Generalized Hierarchical Linear Model of Respondents Seriously Considering and Never Consider Communities by Community and Individual Characteristics
NOTE: All community-level variables except percent black and percent Latino centered at their grand mean.
p < .05. **p < .01. ***p < .001.
The cross-level interactions reveal that race influenced where people would consider moving. Whites’ willingness to seriously consider neighborhoods declined rapidly as the percent black and Latino increased (reported as the “main effect” of racial composition). A 10-percent increase in the percentage of blacks or Latinos reduced the odds that a white respondent would consider the community by 11 percent and 10 percent, respectively. Blacks were much more likely than whites to consider neighborhoods as the percentage of blacks in communities increased (reported as “Black × Percent African American”), but were not statistically different from whites as the percentage of Latinos increased. Latinos were more likely than whites to consider neighborhoods with larger percentages of Latinos. The interaction (“Latino × Percent Hispanic”) was the same magnitude in the opposite direction as the main effect (both have an absolute value of 0.011), which means that Latinos were largely unaffected by the percentage of co-ethnics present in communities. Latinos were not statistically different from whites in their odds of endorsing communities as the percentage of blacks increased.
These racial influences existed even in the presence of controls that are thought to explain differences in racial preferences. These include home values, school scores, and crime rates. Following economic arguments, residents with the highest incomes were more likely than those with modest incomes to consider moving to communities with higher home values. Higher school test scores were positively correlated with respondents seriously considering the community. Counter-intuitively, however, higher property crime rates were also associated with higher desirability. This association was due to the Loop, which was a very desired community with a high property crime rate. Removing the Loop eliminated this association.
Never consider
Column 2 of Table 1 reports the results for residential avoidance. A positive coefficient indicates that a respondent was more likely to “never consider” the community, meaning positive coefficients indicate increased odds of avoidance. Whites were more likely to avoid communities as both the percentage of African Americans and Latinos increased. A 10-percent increase in either increased the odds that whites avoided the community by just under 20 percent. Both blacks and Latinos were less likely than whites to avoid communities as the proportion of black residents increased (though the influence is only significant among African Americans). The statistically insignificant coefficients on both interactions with percent Latino mean that blacks, whites, and Latinos were all about equally likely to avoid a neighborhood as the proportion of Latino residents increased, even when controls for demographics, distance, and the school quality and crime characteristics of the neighborhood were added. By contrast, as the percent of African Americans increased, blacks were less likely to avoid the community relative to whites. Blacks and Latinos were as likely as whites to avoid nearly all-white communities (neighborhoods without blacks or Latinos); if anything, blacks and Latinos were less likely to avoid white communities.
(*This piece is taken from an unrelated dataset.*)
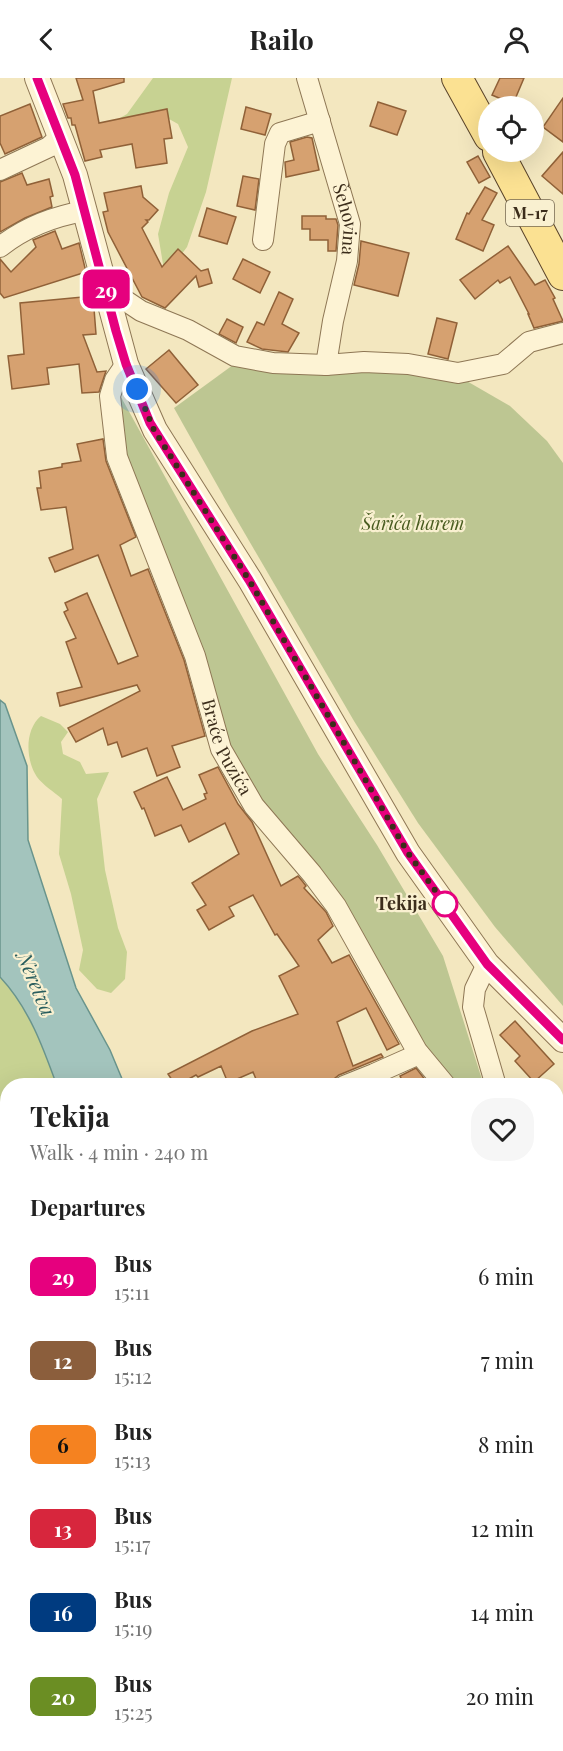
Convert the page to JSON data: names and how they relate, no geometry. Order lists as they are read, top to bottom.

Again these racial differences persisted after controlling for neighborhood characteristics. The wealthy were more likely to avoid neighborhoods with lower home values. Communities with higher school test scores were less likely to be avoided. Crime, however, was not associated with community avoidance as neither violent nor property crime rates had independent effects on whether a community would be avoided.
Consequences of the context of perceptions of place
We conclude with a final analysis that confirms the importance of perceptions of places and illustrates the context in which people develop their perceptions of places. This analysis reports on the results from open-ended follow-up questions asking respondents to explain why they would (or would not) consider two communities: Schaumburg and Homewood/Flossmoor. The responses illustrate the subtle manner in which attraction and avoidance were racialized even when the basis of responses was similar across racial groups.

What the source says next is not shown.